Synovial sarcoma (SS), an aggressive neoplasm accounting for up to 14% of soft tissue sarcomas, was recently recognized as a primary tumor in the lung and pleura. SS is characterized by the chromosomal translocation t(X;18)(SYT-SSX) found in more than 95% of the tumors. We report a cooperative study from the French Sarcoma Group and the Mesopath Group on 40 t(X;18)(SYT-SSX)-positive primary intrathoracic SS. There were 22 males and 18 females, whose age ranged from 16 to 79 years (median, 47 years). Neoplasms were mostly circumscribed and of large size (median, 7.5 cm; range, 2-16 cm). Thirty-nine tumors were monophasic SS, including 24 (60%) monophasic fibrous and 15 (37.5%) poorly differentiated cases, and one lesion was a biphasic SS. A larger proportion of poorly differentiated tumors were observed among intrathoracic SS as compared with soft tissue SS. Immunohistochemically, 90% of the cases reacted with at least one epithelial marker. CD34 was focally expressed in 3 cases. SYT-SSX1 fusion transcripts were detected in 22 cases (56.4%) and SYT-SSX2 fusion transcripts in 17 cases. Median and 5-year disease-specific survival in 33 patients was 50 months and 31.6%. Median and 5-year disease-free survival was 24 months and 20.9%. Patient sex, age, tumor size, histologic subtype, grade, and SYS-SSX fusion type had no significant impact on outcome. In conclusion, intrathoracic SS are rare but aggressive tumors with poor prognosis. In this unusual location, the detection of SYT-SSX fusion transcripts is a valuable diagnostic adjunct.

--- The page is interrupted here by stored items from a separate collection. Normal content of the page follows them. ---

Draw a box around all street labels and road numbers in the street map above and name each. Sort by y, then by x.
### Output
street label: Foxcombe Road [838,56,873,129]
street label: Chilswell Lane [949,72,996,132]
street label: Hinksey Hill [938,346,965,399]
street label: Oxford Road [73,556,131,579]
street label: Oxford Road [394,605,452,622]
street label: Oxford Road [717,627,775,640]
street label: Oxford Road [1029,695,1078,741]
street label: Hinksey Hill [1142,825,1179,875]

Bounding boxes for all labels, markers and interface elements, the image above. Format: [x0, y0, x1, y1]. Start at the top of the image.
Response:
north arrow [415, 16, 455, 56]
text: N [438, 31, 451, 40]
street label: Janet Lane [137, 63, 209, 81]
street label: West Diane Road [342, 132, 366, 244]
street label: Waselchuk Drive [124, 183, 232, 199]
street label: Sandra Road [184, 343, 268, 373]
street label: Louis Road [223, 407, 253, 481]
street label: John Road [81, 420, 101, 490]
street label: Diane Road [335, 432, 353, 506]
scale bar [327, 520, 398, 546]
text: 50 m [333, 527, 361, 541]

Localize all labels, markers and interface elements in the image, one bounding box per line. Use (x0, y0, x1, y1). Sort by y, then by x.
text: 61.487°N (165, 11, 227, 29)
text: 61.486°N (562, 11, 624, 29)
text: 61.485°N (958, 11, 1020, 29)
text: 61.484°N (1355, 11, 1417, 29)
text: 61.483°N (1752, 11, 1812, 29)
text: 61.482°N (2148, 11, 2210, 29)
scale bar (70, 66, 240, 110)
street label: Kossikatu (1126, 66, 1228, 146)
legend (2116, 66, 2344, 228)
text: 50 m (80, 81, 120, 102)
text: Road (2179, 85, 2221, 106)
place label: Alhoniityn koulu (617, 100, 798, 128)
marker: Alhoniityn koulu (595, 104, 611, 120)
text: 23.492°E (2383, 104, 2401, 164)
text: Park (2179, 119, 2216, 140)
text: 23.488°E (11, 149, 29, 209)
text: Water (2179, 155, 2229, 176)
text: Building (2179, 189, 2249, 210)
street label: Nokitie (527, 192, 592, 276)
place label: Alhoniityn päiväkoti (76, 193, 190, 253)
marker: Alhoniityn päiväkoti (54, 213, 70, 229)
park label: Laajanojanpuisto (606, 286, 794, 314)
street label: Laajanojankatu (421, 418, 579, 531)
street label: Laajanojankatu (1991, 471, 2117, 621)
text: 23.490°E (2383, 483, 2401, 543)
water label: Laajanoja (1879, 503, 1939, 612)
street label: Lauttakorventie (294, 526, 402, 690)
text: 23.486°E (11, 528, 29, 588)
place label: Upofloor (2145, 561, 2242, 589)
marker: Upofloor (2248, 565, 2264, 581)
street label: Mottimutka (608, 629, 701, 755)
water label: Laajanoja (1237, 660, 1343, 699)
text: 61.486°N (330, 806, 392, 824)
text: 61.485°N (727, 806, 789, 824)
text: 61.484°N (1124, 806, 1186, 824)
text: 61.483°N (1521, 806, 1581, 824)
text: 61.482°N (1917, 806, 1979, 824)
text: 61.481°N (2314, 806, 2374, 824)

滑膜肉瘤(SS)是一种侵袭性肿瘤,占软组织肉瘤的比例高达14%,最近被认为是肺和胸膜的原发性肿瘤。SS的特征是在超过95%的肿瘤中发现染色体易位t(X;18)(SYT-SSX)。我们报告了一项来自法国肉瘤研究组和Mesopath研究组的合作研究,该研究涉及40例t(X;18)(SYT-SSX)阳性的原发性胸内SS。其中男性22例,女性18例,年龄范围为16至79岁(中位数为47岁)。肿瘤大多边界清晰且体积较大(中位数为7.5 cm;范围为2至16 cm)。39个肿瘤为单相SS,包括24个(60%)单相纤维型和15个(37.5%)低分化病例,1个病变为双相SS。与软组织SS相比,胸内SS中低分化肿瘤的比例更高。免疫组织化学检测显示,90%的病例与至少一种上皮标志物反应。3例病例中CD34呈局灶性表达。检测到22例(56.4%)SYT-SSX1融合转录本和17例SYT-SSX2融合转录本。33例患者的疾病特异性生存中位数和5年生存率分别为50个月和31.6%。无病生存中位数和5年生存率分别为24个月和20.9%。患者的性别、年龄、肿瘤大小、组织学亚型、分级和SYS-SSX融合类型对预后无显著影响。总之,胸内SS罕见但具有侵袭性,预后较差。在这个不寻常的部位,检测SYT-SSX融合转录本是一种有价值的诊断辅助手段。